Il faut vraiment dépasser cette couverture un peu sombre pour s’engager dans ce petit livre et l’apprécier… Un bandeau annonçait pourtant que l’auteur avait déjà écrit le roman L’Assassin à la pomme verte (Prix du premier roman en 2012, que tu n’as pas lu). Finalement, tu as dévoré cet opus sur deux jours. Il tourne en ce moment dans ton petit groupe de bibliothèque. Vous en parlerez bientôt. Nous sommes sur une île, alors que la fin de l’été a fait fuir les derniers touristes, et que les insulaires se retrouvent entre eux. Mais un jour, le facteur  constate qu’il distribue de bien étranges cartes postales anonymes qui, en une ou deux phrases, énoncent des sentences ou des interrogations allusives perturbantes. Un corbeau sévit. Et les conjectures vont bon train. On grince des dents. Valérie, dans son café, est aux premières loges pour récolter les supputations de la population inquiète. Qui sera le prochain sur la liste ? Il faut dire que les phrases du corbeau ne restent pas sans conséquences. Alors on s’épie, on cherche le coupable. Est-ce le jeune Tommy ? Ou quelqu’un ayant déjà reçu une carte pour ne pas éveiller les soupçons ? La configuration d’une île est particulière, Gwenegan le gendarme en a conscience et dresse mollement le portrait de chaque habitant, persuadé que tout rentrera dans l’ordre sous peu. Il faut dire qu’il est bien plus occupé à admirer les beaux yeux de la charmante Valérie. Emilie, elle, tente de contrer les effets néfastes des cartes malveillantes en envoyant les siennes, bienveillantes. Mais jusqu’où ira ce corbeau maléfique ? Et toi lectrice, tu as beaucoup aimé dans ce délicieux petit roman avoir l’occasion de passer du temps sur une île, hors saison, au milieu de ses figures emblématiques, dans cette atmosphère particulière, à la fois vaste car brassée par les éléments et fermée car délimitée par des contours bornés. Tu as beaucoup aimé aussi l’écriture de ce texte, ciselée, et tu t’es d’ailleurs arrêtée à plusieurs reprises sur des paragraphes pour en goûter la beauté. Un joli livre à découvrir !!

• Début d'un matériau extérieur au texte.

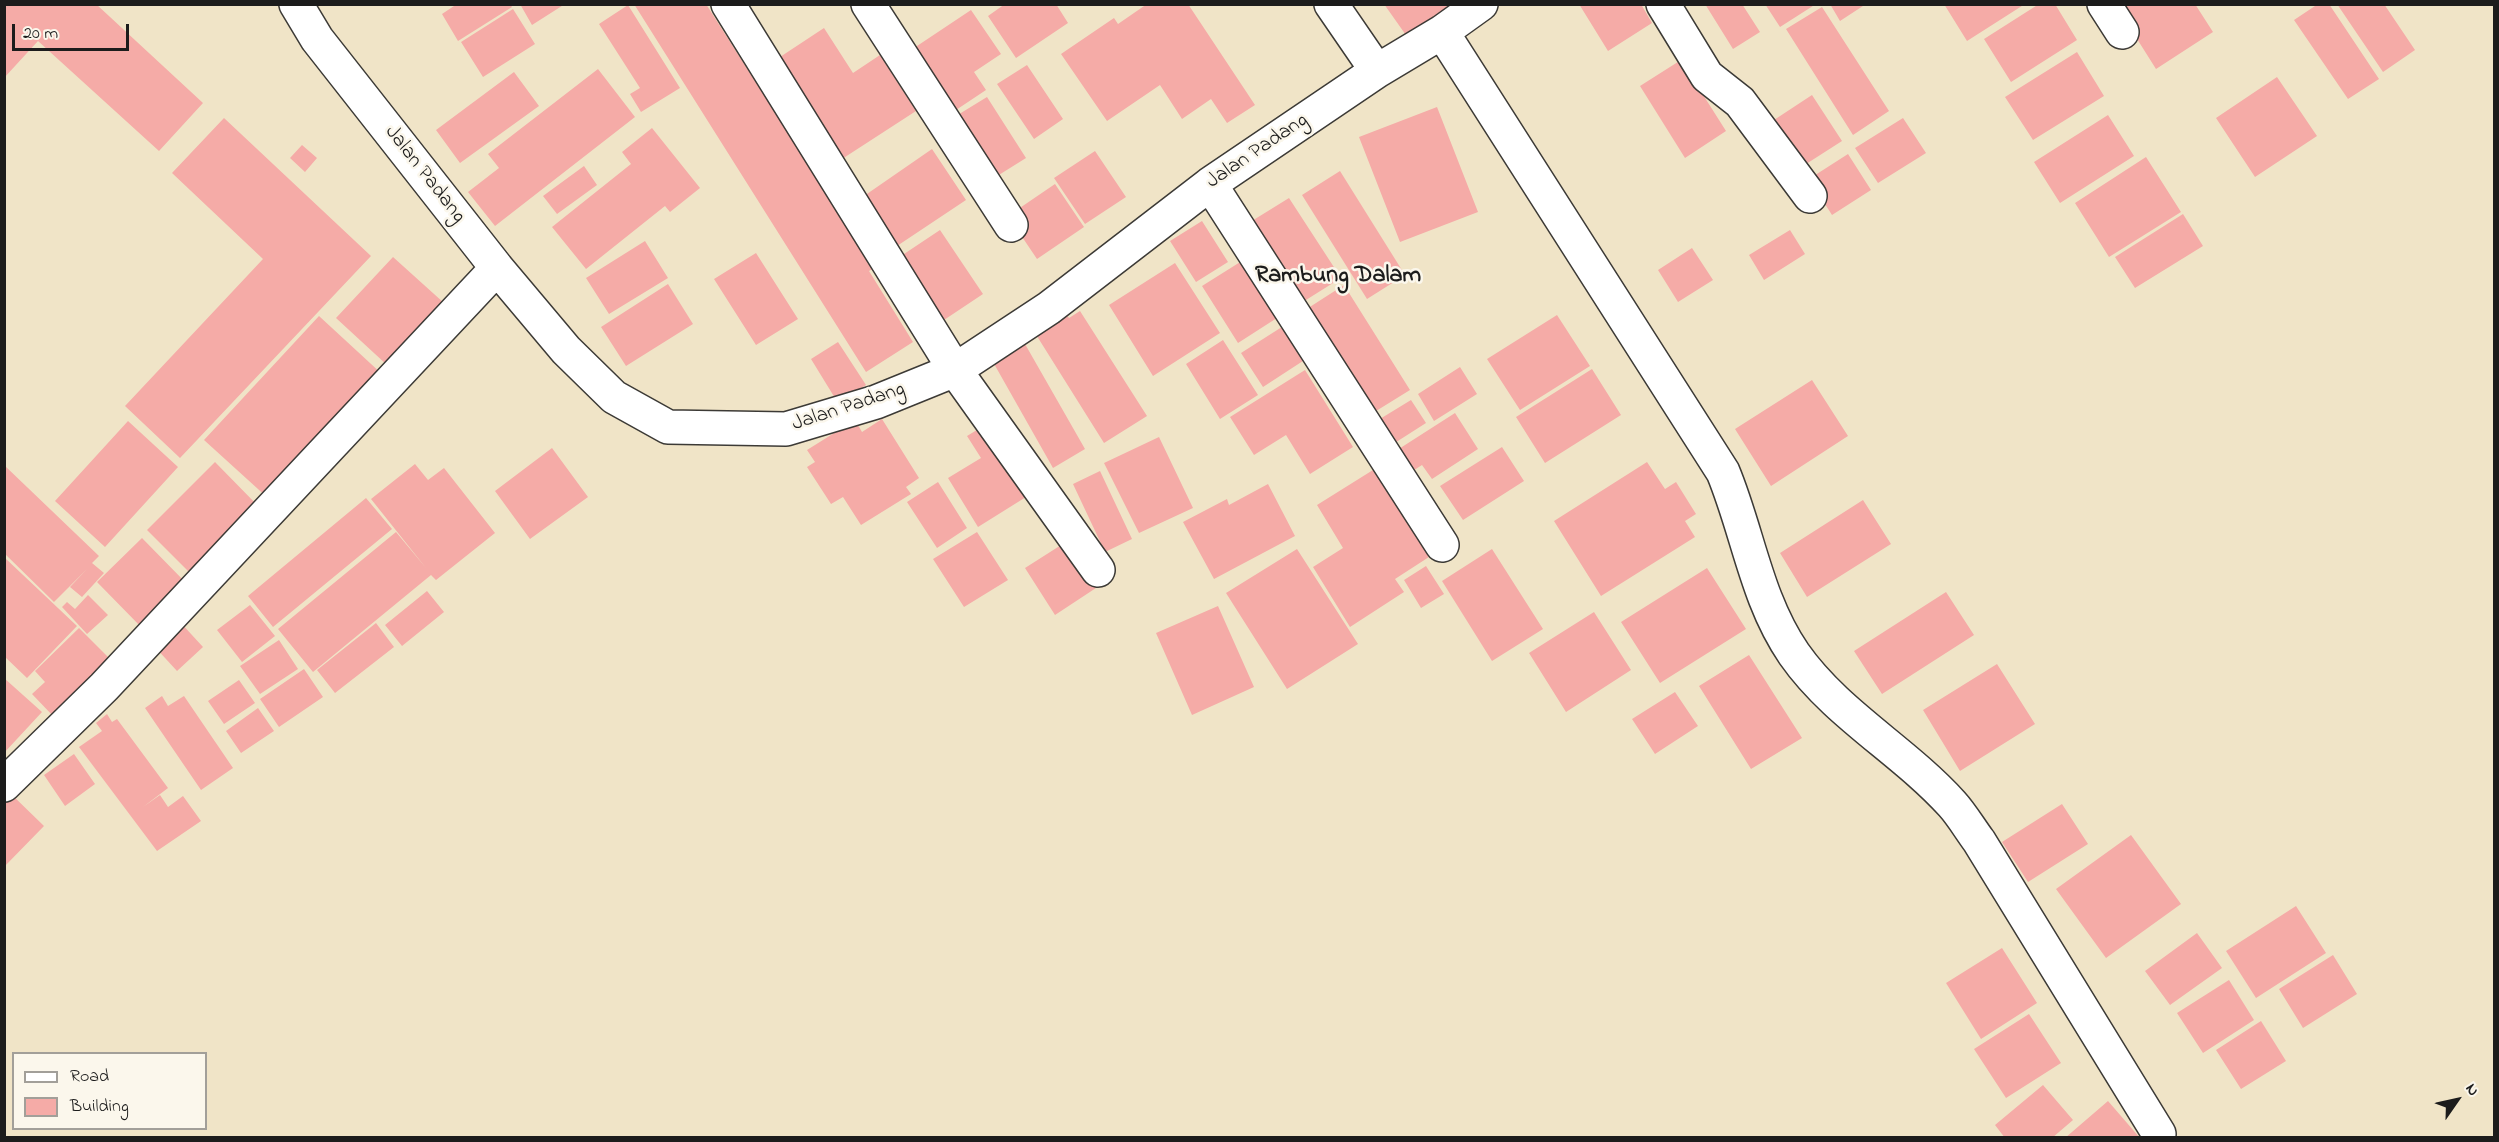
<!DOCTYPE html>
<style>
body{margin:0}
#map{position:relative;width:2499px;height:1142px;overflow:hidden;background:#f0e4c7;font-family:"Indie Flower",sans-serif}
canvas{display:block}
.frame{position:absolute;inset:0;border:6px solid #1c1c1c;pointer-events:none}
.legend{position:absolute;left:12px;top:1052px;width:195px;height:78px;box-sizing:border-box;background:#fbf7ec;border:2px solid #a29f99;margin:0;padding:8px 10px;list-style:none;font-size:18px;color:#1c1c1c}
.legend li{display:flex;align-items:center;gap:12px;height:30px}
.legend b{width:30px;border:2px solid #a29f99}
.north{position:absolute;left:2427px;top:1070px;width:60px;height:60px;-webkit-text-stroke:4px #fbf7ec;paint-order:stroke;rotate:56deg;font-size:16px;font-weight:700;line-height:24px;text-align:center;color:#1c1c1c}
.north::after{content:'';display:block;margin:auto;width:21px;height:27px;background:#1c1c1c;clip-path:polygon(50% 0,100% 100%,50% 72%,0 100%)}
.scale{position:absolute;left:12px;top:24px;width:117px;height:27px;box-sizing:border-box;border:3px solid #1c1c1c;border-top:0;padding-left:8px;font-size:18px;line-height:21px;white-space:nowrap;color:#1c1c1c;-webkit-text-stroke:4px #fbf7ec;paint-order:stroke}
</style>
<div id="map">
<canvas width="2499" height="1142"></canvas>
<div class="frame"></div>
<ul class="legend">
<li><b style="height:8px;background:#fff"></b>Road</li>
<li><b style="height:16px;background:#f5aba7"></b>Building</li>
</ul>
<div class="north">N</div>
<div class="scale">20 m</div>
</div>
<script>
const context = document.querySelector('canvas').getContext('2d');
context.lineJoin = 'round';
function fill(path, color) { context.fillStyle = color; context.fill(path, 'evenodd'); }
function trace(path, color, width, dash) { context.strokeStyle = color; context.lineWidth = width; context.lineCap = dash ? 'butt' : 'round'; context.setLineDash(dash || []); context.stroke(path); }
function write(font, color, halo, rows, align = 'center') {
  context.font = font + ' "Indie Flower",sans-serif'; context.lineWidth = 5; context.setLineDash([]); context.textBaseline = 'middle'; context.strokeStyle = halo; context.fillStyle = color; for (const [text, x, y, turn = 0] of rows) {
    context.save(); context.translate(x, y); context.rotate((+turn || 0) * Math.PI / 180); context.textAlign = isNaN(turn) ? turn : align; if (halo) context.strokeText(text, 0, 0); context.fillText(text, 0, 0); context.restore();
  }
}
fill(new Path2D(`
 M4,4H96L203,103L159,151L38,41L4,78Z
 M457,4H510L512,7L458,41L442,14Z
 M520,4H565L532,25Z
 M634,4H706L874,268L869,271L913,342L866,372Z
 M1005,4H1056L1068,23L1016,58L988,16Z
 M1147,4H1188L1255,105L1227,123L1211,99L1182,119L1160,85L1107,121L1061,54L1114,18L1118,24Z
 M1384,4H1452L1408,38Z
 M1579,4H1641L1652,23L1608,51Z
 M1705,4H1742L1760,32L1733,49Z
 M1765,4H1816L1780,27Z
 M1830,4H1866L1840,21Z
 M1944,4H2025L1967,41Z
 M2039,4H2055L2077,40L2011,82L1984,39Z
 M2115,4H2195L2213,32L2156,69Z
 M2318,4H2329L2379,79L2348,99L2294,20Z
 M2337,4H2384L2415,50L2383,72Z
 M628,5L680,88L641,112L630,94L640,88L599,24Z
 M1822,7L1889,111L1853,135L1786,29Z
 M513,9L535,44L483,77L461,42Z
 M971,10L1001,54L974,72L986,90L956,110L914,48Z
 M824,28L853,73L880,55L916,111L842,159L777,59Z
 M2077,52L2104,96L2033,140L2005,97Z
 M1681,60L1726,131L1685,158L1640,86Z
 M1027,65L1063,119L1034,139L997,84Z
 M598,69L635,117L495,226L468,192L499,168L488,154Z
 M514,72L539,106L460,163L436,130Z
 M2277,77L2317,136L2255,177L2216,118Z
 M1812,95L1842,141L1803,166L1774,120Z
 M987,97L1026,158L994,178L956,116Z
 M1437,107L1478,212L1400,242L1359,137Z
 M2108,115L2134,156L2060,203L2034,162Z
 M224,118L371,256L180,458L125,406L263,259L172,173Z
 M1903,118L1926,153L1878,183L1855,148Z
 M652,128L700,188L670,212L665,206L586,269L552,227L631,164L622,152Z
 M302,145L317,158L305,172L290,158Z
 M932,149L966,200L897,246L864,196Z
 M1095,151L1126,197L1085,224L1054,178Z
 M1848,154L1871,190L1832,215L1809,179Z
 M2146,157L2181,212L2109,257L2075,203Z
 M584,166L597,185L557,214L543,196Z
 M1340,171L1405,275L1367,299L1302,195Z
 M1055,184L1084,227L1037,259L1008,216Z
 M1289,198L1341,278L1298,305L1247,224Z
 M2183,214L2203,246L2135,288L2115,257Z
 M1202,221L1228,262L1196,282L1170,241Z
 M940,230L983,294L944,320L901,256Z
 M1790,230L1805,254L1764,280L1749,255Z
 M645,241L668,278L609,314L586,278Z
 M1692,248L1713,280L1678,302L1658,270Z
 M756,253L798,319L756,345L714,279Z
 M393,257L444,303L387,365L336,318Z
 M1245,259L1280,316L1238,343L1202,286Z
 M1175,263L1220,333L1153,376L1109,305Z
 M668,284L693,324L626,366L601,327Z
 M1344,285L1410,390L1368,416L1302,312Z
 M1080,311L1147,416L1104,443L1035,333L1066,314L1069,318Z
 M1557,315L1590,366L1520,410L1487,359Z
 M319,316L383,375L269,499L204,440Z
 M1285,325L1306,359L1263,387L1241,353Z
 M1223,340L1258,395L1220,419L1186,364Z
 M838,342L866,385L838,403L811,359Z
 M1025,344L1085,449L1053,468L993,362Z
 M1460,367L1477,394L1434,421L1418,394Z
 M1592,369L1621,415L1545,463L1516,417Z
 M1305,370L1353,447L1310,474L1286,435L1254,455L1230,417Z
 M1812,380L1848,436L1771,486L1735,429Z
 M1411,400L1426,423L1390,446L1375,422Z
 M1455,413L1478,449L1432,479L1422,465L1405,476L1391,454Z
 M882,419L919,478L906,487L911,494L861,525L843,497L831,504L807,467L815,462L807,450L855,420L862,432Z
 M128,421L178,467L105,547L55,501Z
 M990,422L1034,492L978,527L948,478L981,458L967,436Z
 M1159,437L1193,508L1139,533L1104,463Z
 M1502,447L1524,481L1463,520L1440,486Z
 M552,448L588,497L530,539L495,491Z
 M215,462L262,510L194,577L147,530Z
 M1647,462L1665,489L1676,482L1696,514L1685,521L1695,537L1601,596L1554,521Z
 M415,464L428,480L444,468L495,533L436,580L431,575L313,672L278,629L396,532L426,568L371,499Z
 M4,465L99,556L92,563L104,573L82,597L70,587L87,569L54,602L4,553Z
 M1373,470L1429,557L1395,579L1404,592L1350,627L1313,567L1343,548L1317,505Z
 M1100,471L1132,539L1105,552L1073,484Z
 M938,482L967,528L937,548L907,502Z
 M1268,484L1295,536L1214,579L1183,522L1227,499L1229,505Z
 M366,498L392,529L273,627L248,596Z
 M1863,500L1891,544L1807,597L1780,553Z
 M977,532L1008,580L964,607L933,559Z
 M142,538L189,586L144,630L97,582Z
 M1069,540L1099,586L1055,615L1025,568Z
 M1297,549L1358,644L1287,689L1226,593Z
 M1492,549L1543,629L1492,661L1442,581Z
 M4,557L77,626L27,678L4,656Z
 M1426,566L1444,594L1421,608L1404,580Z
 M1707,568L1746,629L1660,683L1621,622Z
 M427,591L444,612L402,646L385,625Z
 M1946,592L1974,635L1882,694L1854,651Z
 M88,595L108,615L87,634L62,607L67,602L75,609Z
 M250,605L275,636L242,662L217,630Z
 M1218,606L1254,687L1192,715L1156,633Z
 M1594,612L1631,670L1566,712L1529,653Z
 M180,622L203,647L177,671L154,646Z
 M376,623L394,647L335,693L317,670Z
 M79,628L111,660L54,717L32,694L45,682L35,671Z
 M279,640L298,669L260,694L240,666Z
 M1749,655L1802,738L1751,769L1699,686Z
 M1997,664L2035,724L1960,771L1923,710Z
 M304,669L323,697L279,727L260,699Z
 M4,678L42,712L4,753Z
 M239,680L255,703L224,724L208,701Z
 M1675,692L1698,726L1655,754L1632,719Z
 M162,696L168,706L184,696L233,768L201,790L145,708Z
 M258,708L274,731L241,753L226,731Z
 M107,714L112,722L117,719L168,788L143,807L160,795L168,807L183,796L201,821L157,851L79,747L102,731L96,723Z
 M74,754L95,784L65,806L44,775Z
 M9,792L44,826L4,867V796Z
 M2062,804L2088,844L2028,882L2002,842Z
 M2131,835L2181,904L2106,958L2056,889Z
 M2296,906L2326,953L2256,998L2226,951Z
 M2197,933L2222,968L2170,1005L2145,971Z
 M2002,948L2037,1003L1981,1039L1946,983Z
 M2333,955L2357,994L2303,1028L2279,989Z
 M2229,980L2254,1020L2203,1053L2177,1013Z
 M2029,1014L2061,1063L2006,1098L1974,1049Z
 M2261,1021L2286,1061L2241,1089L2216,1050Z
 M2043,1085L2073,1120L2052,1138H2005L1995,1125Z
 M2108,1101L2140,1138H2065Z`), '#f5aba7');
const minor = new Path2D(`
 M296,4L317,39L497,268L566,350L614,397L668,427L786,429L876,402L955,370L1049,308L1210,184L1377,71L1442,32L1481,4
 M728,4L955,370L1098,570
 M868,4L1011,225
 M1331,4L1377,71
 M1663,4L1707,76L1740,102L1810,196
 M2104,4L2122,32
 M1442,32L1723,472C1748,532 1756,599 1794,654C1836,714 1903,750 1952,804C1962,815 1970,829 1979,841L2159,1134
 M1210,184L1442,545
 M4,785L104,687L497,268`);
trace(minor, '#3c3a36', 36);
trace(minor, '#fff', 33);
write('21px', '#1c1c1c', '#fbf7ec', [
 ["Jalan Padang",1258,152,-34],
 ["Jalan Padang",424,175,52],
 ["Jalan Padang",849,408,-18]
]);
write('bold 24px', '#1c1c1c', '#fbf7ec', [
 ["Rambung Dalam",1338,277]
]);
</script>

« L’immensité, sur l’île, ne surprend plus personne. Elle fait partie du quotidien. On contemple l’infini chaque matin en baîllant, et chaque soir, en sortant sa poubelle. C’est un privilège qui peut rendre fou. Car l’immensité n’empêche pas le confinement. Ce sont toujours les mêmes personnes qui se croisent et se saluent aux carrefours. »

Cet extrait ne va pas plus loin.